Global warming is about climate change. At some point, with bugs eating the trees and the trees burning and disappearing, California won’t have to worry about “drought” any longer. They’ll have “desert.” People don’t talk about drought in the Sahara because the climate is perpetual drought. For much of the country, it looks like that’s where we’re headed.

Hawaii may escape this desertification. We know what to expect in terms of a rise in sea level, but not much has appeared in comparison on how Hawaii will be affected in terms of climate, fresh water, and so forth. 

Hawaii is a nationwide leader in addressing climate change.  The Global Warming Solutions Act establishes a state policy to lower Hawaii's greenhouse gas emissions to 1990 levels by 2020. At the same time, we lag badly at present in our use of alternative forms of energy. We also watch the  rain cascade off the rooftops in Manoa while residents pay the high cost of flushing their toilets and doing laundry with drinking water.

Are we planning for the effects of climate change? The governor convenes disaster preparedness meetings in secret, so we don’t know what they are talking about. Is it limited to Red Cross shelters for those unforeseen but sudden emergencies, or are they also planning for chronic emergencies? Global warming will become a chronic emergency.

At some point, with some other governor, we’ll probably have to convene meetings about what we should do to face the coming crises. One change to watch for is a rapid population increase as other parts of the country become less habitable.

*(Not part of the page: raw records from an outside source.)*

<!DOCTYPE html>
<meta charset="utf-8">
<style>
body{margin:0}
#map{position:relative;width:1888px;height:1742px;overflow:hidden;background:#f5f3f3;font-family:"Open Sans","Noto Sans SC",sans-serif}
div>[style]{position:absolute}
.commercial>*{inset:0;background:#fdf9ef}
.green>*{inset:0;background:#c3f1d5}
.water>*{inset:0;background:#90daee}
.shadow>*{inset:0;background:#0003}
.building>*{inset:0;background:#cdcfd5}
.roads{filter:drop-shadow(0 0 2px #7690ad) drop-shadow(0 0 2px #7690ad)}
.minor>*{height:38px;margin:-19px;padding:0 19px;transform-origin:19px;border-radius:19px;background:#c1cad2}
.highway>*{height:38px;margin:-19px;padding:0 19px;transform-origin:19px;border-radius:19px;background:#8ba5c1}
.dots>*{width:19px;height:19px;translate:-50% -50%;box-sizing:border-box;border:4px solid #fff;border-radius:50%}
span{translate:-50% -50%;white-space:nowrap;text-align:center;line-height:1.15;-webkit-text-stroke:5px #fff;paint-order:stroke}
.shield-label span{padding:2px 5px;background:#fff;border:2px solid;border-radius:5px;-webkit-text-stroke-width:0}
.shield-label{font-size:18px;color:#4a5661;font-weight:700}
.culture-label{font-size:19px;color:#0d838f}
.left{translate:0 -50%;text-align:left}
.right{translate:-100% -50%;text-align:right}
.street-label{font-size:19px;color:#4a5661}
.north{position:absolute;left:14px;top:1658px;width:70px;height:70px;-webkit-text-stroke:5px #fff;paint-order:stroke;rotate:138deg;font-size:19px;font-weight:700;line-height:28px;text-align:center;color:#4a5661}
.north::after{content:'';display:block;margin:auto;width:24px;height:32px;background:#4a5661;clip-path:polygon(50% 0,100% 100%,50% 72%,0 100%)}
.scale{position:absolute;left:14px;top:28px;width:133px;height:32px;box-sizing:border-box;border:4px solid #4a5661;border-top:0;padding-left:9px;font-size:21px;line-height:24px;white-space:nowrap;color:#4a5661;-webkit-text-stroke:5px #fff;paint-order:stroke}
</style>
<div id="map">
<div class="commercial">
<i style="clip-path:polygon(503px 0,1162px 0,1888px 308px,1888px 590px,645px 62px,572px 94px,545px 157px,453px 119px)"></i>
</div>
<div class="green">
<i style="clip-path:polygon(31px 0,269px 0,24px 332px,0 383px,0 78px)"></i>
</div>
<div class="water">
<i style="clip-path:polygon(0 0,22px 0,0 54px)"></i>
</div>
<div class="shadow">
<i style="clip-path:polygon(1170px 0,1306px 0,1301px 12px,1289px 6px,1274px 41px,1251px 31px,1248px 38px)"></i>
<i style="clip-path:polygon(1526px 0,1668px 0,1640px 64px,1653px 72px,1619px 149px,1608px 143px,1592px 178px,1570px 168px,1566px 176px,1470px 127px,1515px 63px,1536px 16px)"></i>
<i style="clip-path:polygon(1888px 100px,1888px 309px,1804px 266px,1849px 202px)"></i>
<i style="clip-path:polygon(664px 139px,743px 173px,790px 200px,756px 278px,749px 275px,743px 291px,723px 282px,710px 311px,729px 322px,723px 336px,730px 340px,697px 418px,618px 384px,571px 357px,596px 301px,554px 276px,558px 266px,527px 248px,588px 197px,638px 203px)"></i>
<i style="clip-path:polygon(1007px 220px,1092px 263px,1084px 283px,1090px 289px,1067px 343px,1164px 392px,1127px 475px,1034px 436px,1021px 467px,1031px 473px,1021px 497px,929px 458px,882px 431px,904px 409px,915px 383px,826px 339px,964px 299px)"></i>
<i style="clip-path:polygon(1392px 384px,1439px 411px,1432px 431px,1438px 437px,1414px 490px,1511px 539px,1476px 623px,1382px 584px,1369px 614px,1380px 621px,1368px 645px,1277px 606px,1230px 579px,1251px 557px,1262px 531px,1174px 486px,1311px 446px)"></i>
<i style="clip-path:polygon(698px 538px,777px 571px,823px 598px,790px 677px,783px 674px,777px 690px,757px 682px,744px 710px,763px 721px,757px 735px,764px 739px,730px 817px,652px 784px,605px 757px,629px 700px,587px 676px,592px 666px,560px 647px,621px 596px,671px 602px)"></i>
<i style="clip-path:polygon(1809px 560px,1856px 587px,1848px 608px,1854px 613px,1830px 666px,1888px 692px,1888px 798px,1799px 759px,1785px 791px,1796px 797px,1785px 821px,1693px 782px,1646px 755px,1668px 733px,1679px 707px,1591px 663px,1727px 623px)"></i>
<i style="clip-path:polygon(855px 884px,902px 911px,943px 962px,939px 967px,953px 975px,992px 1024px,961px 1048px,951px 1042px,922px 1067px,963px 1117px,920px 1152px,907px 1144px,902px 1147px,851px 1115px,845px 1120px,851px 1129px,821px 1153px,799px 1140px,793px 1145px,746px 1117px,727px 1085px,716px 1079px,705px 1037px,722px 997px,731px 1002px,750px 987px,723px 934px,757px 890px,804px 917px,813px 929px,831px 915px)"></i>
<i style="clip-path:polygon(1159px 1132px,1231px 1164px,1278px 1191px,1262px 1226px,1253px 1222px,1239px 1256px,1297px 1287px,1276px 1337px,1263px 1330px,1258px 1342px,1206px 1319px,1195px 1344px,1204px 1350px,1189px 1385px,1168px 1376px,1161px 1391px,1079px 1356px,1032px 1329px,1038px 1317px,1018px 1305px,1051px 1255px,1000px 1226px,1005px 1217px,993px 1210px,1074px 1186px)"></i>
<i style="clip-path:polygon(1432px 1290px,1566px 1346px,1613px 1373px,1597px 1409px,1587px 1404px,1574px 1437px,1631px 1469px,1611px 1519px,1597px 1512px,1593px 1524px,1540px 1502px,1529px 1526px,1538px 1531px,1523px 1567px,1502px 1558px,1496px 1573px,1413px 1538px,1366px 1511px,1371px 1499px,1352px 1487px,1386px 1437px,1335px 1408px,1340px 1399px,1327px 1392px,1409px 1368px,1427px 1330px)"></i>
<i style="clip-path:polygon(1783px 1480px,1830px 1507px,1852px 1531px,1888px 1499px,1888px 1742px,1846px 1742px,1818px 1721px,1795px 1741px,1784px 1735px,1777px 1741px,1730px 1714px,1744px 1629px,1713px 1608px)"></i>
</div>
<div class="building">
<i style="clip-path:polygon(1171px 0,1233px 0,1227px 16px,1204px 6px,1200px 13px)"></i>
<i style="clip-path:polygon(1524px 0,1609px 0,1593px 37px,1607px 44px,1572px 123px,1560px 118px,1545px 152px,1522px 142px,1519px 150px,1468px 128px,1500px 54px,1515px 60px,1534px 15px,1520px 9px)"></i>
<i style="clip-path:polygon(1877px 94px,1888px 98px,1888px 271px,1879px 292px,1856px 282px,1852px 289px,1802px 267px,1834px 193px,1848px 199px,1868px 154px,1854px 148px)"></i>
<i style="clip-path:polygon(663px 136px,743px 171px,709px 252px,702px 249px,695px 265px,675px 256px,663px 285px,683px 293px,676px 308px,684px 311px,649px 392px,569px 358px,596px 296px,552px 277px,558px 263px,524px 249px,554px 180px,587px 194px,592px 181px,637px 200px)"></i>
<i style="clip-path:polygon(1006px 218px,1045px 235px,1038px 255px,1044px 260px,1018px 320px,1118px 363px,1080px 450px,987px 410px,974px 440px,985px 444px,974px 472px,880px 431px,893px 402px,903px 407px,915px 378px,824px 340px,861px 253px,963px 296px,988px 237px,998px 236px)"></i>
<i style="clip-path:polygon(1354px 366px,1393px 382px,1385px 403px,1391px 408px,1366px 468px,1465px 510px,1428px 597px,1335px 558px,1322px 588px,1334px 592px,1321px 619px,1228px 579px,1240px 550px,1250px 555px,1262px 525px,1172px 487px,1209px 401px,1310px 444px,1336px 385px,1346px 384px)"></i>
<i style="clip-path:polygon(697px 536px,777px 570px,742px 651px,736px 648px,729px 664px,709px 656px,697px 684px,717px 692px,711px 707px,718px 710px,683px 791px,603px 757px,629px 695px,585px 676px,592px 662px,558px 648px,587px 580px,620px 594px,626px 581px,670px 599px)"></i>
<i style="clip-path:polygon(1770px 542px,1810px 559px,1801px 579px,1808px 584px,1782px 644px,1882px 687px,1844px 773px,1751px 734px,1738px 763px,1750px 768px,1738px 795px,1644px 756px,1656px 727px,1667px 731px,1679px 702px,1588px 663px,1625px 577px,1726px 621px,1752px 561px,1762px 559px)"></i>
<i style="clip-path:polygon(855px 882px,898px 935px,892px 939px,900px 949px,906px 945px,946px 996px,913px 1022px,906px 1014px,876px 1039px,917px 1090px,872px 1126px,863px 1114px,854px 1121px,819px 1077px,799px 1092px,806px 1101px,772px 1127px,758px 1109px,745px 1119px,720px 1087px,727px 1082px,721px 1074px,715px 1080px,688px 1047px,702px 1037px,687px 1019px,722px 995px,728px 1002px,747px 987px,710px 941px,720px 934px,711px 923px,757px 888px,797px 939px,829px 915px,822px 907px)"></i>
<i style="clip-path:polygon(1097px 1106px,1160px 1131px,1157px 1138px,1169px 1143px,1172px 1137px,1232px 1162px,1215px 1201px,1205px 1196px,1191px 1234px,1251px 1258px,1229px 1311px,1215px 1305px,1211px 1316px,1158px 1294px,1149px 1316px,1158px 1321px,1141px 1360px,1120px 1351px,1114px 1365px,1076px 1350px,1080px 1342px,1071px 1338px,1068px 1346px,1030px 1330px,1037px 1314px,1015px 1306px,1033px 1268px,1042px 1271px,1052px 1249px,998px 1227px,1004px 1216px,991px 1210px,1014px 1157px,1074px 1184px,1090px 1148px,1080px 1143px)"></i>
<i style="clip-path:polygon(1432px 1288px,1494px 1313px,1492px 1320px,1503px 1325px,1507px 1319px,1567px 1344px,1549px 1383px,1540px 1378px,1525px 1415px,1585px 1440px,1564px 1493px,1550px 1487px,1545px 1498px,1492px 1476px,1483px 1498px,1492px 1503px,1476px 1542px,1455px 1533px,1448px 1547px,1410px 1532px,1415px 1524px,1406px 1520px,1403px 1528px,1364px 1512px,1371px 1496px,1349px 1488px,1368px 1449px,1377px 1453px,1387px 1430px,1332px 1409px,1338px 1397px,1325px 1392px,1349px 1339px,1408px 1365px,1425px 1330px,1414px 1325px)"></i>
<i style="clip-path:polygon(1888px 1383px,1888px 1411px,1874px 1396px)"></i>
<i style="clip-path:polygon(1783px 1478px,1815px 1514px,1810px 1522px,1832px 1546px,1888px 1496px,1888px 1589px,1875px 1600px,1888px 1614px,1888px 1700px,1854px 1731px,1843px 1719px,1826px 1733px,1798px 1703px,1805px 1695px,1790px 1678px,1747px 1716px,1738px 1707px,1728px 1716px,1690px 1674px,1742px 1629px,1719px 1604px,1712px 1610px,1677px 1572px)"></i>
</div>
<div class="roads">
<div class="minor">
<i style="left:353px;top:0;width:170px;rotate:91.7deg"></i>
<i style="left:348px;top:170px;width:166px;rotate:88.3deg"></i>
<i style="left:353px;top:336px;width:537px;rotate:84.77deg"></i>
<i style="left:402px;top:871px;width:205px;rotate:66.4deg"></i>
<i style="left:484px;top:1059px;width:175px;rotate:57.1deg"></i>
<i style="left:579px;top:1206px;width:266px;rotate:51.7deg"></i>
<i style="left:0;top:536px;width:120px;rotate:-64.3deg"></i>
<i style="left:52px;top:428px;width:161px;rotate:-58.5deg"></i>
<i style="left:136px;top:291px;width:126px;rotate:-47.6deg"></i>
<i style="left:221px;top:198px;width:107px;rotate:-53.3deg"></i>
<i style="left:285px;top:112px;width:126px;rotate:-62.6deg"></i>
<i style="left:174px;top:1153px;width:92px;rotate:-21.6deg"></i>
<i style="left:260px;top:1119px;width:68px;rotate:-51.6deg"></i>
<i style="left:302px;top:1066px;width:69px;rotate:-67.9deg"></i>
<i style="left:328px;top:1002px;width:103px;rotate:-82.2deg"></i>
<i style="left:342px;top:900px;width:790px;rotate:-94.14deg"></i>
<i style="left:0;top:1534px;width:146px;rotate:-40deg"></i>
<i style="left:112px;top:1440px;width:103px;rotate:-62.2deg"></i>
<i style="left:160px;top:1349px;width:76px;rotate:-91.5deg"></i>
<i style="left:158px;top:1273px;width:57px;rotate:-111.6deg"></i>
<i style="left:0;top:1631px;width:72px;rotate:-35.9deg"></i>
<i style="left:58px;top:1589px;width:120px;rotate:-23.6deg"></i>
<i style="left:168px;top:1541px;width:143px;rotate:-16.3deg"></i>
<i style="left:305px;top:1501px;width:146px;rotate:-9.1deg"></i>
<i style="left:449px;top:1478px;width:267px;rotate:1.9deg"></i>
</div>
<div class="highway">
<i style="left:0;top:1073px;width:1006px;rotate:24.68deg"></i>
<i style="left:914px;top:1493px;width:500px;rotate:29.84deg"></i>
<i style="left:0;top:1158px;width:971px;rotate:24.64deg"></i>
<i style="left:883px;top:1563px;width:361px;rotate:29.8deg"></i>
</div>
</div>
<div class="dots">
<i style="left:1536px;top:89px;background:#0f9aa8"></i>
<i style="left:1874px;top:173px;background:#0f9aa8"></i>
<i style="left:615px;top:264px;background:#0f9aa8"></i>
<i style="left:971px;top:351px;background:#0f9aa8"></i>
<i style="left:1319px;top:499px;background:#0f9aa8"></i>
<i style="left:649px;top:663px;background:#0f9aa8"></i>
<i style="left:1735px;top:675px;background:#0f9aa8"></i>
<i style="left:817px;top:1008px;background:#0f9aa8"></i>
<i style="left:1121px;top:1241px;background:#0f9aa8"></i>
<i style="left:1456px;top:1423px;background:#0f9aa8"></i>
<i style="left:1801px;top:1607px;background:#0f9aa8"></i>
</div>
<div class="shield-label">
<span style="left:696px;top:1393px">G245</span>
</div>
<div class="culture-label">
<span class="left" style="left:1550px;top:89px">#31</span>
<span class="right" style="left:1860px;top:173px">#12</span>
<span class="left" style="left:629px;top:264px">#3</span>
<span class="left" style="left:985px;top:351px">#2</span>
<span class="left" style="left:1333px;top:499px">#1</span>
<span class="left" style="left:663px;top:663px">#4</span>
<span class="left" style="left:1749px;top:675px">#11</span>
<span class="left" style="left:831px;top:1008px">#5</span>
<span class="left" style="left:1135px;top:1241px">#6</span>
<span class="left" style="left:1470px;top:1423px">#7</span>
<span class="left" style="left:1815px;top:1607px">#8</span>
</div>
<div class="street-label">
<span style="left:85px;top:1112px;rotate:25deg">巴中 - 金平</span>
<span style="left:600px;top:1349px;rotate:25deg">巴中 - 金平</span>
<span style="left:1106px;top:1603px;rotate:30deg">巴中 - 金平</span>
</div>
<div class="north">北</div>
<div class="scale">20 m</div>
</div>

Will we start thinking of how to restrict in-migration and overdevelopment of housing tracts, how to accelerate the use of alternative forms of energy, how to increase planting of crops likely to survive climate change, and how to make use of rainfall to flush our toilets? How will we provide for the energy, resource and housing demands of a rapidly growing population?

Although it benefits all of us to start talking and doing something early, one thing this state has shown little aptitude for is planning.

Whether or not we plan, chances are, ready or not, the people will come.



Comments:

What I noticed here in Kona is that as long as we didn't have the super stores (Walmart, Kmart, Costco, Home Depot, Lowes,etc) continent dwellers weren't all that eager to move here. Now with the super centers here, any catostrophic event on the continent is surely going to cause them to "jump ship" and move to Hawaii. Not so bad if they leave their car oriented, "me me me" values back on the continent.
 


Re Brad Blog:You've got some parts right but others....... There have been far too many fires on Maui too. Most of Pali burned a year ago Sept., the Kula forest burned last winter for a week, there have been at least six fires on the Lahaina side very close to homes, and now there have been fires set in the North Kona area. And every day I watch giant towers of cane smoke rise into the atmosphere and they don't always blow away.

Maui is not be a leader in addressing climate change no matter what the state spins. Cane burning alone will probably negate any advantage we get from our wind mills. Importing palm oil from South East Asia to process in a plant on Maui ( Blue Earth) to generate power is shortsighted and it just replaces one form of imported oil for another. The cost of cooking oil for that part of the world is doubling already. Producing alternative fuels from any food stuff is turning into an ecological nightmare not to mention the concurrent rise in food prices and the shortage of food in poorer countries.

Your right about the state and lack of planning. Heco is stuck in the 80's, not embracing new energy forms dragging their feet, skeptical about wind, solar and anything that doesn't burn. The folks here are fed up will development. Infrastructure is crumbling, reefs are dying and Lingle thinks more tourism is the answer. The ferry is the tipping point for all the above. Keep watching though, so we can all learn.